-- Opening Marker --
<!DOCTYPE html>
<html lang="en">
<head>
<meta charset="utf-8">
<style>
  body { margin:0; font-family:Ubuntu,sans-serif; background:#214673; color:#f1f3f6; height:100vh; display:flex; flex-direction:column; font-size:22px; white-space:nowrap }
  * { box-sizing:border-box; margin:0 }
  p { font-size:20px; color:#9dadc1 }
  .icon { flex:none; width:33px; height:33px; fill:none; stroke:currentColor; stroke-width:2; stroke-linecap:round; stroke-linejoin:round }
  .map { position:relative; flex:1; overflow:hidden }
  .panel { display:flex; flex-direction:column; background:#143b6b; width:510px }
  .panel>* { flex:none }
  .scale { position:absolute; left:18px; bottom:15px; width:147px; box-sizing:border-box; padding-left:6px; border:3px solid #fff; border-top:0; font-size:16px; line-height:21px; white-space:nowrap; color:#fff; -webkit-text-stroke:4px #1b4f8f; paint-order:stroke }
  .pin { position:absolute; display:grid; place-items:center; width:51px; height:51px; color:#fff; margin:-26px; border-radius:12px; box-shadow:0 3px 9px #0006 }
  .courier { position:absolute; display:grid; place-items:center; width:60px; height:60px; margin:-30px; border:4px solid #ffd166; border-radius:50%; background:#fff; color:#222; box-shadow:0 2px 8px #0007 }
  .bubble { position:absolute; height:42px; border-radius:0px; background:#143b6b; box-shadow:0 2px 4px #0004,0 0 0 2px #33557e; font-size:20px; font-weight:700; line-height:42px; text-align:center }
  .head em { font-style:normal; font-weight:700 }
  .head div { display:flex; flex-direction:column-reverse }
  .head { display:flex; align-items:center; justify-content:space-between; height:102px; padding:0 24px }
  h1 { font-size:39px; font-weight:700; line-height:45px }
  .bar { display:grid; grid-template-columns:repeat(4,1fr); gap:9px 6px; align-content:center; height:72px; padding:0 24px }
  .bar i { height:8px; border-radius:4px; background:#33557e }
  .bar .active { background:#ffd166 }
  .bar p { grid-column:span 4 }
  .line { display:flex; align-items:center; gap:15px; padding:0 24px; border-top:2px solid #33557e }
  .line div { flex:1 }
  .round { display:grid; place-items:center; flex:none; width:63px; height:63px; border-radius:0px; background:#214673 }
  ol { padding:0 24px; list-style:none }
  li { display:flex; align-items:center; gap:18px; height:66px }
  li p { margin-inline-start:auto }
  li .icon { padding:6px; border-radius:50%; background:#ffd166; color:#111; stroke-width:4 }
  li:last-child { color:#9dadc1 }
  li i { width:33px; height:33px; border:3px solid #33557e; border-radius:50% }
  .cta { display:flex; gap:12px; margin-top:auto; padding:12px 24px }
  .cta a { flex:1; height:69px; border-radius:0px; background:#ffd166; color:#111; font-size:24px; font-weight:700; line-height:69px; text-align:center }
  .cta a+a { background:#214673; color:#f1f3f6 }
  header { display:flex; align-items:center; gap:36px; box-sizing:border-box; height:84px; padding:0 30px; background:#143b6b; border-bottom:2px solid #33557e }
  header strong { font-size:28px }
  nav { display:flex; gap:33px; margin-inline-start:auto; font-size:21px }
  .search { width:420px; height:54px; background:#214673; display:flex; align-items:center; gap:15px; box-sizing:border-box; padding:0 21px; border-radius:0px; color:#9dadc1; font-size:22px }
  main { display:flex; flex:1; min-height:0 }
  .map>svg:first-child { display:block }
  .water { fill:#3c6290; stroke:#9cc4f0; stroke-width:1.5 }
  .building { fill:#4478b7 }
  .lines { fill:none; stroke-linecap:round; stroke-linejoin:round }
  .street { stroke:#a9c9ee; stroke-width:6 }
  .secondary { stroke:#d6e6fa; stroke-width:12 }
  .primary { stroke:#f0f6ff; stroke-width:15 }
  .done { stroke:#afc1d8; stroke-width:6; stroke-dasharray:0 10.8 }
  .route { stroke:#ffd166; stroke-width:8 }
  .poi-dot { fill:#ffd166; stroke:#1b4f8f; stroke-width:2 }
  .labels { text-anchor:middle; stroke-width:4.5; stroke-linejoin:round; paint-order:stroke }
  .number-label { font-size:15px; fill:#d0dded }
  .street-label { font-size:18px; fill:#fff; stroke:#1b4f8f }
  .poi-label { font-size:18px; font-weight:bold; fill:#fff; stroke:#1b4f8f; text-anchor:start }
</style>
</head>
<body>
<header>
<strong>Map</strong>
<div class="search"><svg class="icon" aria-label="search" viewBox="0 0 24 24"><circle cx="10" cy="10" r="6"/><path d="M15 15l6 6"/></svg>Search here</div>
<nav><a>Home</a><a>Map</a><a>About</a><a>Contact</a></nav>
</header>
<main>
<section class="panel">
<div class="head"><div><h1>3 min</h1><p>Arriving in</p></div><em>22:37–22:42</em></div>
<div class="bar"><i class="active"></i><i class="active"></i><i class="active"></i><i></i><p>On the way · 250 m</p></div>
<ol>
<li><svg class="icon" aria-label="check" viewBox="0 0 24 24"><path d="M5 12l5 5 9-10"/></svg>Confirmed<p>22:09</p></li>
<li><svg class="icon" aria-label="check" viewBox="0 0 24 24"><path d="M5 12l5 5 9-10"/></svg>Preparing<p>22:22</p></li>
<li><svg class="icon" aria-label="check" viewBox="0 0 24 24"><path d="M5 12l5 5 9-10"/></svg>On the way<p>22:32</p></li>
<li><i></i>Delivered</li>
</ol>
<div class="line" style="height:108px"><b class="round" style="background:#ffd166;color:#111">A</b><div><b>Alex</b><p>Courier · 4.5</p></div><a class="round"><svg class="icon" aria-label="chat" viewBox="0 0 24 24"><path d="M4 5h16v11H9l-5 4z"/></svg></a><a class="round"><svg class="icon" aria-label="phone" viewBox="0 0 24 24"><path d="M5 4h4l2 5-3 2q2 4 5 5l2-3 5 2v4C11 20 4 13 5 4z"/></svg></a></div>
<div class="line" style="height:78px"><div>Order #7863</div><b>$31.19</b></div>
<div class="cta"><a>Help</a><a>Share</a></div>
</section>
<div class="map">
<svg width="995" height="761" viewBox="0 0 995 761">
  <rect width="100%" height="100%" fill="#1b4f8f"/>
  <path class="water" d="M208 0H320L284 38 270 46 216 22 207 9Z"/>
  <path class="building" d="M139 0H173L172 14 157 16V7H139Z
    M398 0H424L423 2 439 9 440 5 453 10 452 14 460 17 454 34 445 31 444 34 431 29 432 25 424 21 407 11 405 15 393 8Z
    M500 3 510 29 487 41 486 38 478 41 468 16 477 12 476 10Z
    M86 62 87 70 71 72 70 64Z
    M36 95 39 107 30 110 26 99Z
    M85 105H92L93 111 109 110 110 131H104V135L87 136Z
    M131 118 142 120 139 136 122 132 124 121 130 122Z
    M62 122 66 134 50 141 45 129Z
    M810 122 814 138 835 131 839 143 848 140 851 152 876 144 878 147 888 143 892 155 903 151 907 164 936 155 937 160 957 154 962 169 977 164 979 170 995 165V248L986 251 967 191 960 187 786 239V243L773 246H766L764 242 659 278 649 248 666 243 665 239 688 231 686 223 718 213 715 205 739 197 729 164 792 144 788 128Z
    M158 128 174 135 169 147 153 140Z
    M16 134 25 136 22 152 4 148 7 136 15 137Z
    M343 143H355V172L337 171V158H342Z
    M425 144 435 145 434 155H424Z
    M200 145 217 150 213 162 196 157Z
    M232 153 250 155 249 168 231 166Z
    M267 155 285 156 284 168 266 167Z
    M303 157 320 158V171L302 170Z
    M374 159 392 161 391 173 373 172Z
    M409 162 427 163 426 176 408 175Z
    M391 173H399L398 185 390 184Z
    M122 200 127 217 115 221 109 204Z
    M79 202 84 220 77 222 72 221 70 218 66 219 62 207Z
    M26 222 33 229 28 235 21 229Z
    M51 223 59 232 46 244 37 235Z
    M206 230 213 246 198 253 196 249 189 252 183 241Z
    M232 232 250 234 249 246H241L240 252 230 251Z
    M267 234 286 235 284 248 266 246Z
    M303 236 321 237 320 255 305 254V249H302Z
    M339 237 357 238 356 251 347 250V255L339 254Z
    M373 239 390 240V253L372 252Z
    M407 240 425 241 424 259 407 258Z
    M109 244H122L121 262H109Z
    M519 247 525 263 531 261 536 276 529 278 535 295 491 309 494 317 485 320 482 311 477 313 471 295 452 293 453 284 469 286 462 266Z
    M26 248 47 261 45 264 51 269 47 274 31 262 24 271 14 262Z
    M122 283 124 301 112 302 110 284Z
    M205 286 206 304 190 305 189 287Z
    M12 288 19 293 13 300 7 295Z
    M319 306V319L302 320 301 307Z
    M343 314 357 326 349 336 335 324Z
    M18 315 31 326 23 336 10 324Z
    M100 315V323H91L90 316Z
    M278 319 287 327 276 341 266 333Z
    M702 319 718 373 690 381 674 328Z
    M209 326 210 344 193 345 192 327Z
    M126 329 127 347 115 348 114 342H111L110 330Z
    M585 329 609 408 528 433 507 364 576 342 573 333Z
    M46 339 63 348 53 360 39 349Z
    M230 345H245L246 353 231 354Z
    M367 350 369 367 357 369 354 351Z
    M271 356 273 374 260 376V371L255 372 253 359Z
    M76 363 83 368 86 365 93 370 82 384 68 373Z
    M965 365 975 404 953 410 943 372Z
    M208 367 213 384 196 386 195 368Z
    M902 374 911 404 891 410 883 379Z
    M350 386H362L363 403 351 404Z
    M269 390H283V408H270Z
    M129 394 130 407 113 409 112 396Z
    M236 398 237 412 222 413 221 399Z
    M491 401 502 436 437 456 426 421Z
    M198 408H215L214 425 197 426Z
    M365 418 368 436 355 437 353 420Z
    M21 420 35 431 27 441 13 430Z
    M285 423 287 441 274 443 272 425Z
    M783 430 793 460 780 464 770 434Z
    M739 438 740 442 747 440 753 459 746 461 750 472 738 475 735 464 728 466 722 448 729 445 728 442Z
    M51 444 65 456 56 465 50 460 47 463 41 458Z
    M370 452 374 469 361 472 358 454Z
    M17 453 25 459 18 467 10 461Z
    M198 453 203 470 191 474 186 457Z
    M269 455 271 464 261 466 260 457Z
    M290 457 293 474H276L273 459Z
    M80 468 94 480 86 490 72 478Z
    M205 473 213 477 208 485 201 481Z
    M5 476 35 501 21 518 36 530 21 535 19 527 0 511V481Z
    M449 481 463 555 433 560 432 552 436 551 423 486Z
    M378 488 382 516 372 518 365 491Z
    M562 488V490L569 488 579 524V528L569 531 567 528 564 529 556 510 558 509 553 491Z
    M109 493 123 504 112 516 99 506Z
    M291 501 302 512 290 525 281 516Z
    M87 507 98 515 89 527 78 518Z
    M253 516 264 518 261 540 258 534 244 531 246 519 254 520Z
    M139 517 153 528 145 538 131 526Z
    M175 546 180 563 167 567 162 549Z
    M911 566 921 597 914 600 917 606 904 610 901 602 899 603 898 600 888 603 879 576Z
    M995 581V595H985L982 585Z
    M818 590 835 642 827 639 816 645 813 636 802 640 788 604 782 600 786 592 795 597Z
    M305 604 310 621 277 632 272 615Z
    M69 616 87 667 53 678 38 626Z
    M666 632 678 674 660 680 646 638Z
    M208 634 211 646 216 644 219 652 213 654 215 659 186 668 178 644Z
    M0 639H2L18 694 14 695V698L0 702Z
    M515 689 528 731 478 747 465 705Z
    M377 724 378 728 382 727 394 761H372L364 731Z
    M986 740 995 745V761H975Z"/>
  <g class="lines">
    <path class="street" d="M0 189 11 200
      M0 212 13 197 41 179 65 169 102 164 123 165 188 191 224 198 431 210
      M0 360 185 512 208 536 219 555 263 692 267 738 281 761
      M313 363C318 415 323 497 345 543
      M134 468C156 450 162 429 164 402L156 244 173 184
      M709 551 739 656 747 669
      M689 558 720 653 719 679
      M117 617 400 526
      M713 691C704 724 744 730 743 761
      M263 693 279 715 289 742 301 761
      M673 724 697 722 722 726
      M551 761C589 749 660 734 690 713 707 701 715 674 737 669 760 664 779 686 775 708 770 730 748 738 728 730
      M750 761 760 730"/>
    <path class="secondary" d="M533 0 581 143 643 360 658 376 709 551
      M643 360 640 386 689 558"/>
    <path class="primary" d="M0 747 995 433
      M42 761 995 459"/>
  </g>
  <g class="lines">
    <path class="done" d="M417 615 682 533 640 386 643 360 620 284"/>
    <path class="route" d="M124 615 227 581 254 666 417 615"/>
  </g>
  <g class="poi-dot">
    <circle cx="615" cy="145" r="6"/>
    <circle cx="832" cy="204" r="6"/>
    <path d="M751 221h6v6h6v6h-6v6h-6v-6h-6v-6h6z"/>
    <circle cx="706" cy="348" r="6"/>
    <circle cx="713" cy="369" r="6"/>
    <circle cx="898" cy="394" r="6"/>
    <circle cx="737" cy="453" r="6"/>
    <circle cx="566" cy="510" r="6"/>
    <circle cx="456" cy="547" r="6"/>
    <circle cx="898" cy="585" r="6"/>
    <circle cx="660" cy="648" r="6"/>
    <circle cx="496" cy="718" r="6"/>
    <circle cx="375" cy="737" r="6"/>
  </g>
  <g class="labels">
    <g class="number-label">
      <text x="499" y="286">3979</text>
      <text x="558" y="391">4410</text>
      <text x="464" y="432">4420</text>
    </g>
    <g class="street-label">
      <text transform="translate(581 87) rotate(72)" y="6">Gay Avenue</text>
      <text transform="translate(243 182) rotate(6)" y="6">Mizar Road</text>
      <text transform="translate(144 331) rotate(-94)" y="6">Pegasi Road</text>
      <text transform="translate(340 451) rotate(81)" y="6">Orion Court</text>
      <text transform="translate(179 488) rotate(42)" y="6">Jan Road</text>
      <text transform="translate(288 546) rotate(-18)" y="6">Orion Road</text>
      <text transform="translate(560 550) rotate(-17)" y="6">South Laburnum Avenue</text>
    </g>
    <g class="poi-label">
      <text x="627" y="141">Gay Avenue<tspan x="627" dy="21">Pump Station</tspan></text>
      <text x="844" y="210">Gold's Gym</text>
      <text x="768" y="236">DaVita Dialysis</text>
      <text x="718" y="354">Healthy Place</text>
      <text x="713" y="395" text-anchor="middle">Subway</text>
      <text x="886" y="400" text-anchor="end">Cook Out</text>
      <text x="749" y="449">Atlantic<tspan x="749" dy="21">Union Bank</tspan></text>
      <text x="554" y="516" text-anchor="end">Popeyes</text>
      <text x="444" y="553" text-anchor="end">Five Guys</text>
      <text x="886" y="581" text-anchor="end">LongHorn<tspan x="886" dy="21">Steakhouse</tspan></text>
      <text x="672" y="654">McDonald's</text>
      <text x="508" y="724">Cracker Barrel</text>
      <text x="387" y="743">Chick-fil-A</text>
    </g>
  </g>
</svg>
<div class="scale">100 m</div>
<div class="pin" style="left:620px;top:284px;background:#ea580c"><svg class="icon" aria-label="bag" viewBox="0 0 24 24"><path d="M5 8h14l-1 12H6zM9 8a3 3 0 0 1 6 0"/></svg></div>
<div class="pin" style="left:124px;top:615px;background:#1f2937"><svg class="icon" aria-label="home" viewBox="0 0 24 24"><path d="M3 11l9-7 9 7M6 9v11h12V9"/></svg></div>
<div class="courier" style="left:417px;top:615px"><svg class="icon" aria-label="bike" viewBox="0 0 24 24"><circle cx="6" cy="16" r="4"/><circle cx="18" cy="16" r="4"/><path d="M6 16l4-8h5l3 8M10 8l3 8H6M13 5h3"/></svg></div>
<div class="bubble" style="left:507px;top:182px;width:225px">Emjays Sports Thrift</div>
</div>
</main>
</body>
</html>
-- Closing Marker --
— Assignment —
Lines that contain "linecap" should be pulled from the entries above and reported.

— Result for this exercise —
  .icon { flex:none; width:33px; height:33px; fill:none; stroke:currentColor; stroke-width:2; stroke-linecap:round; stroke-linejoin:round }
  .lines { fill:none; stroke-linecap:round; stroke-linejoin:round }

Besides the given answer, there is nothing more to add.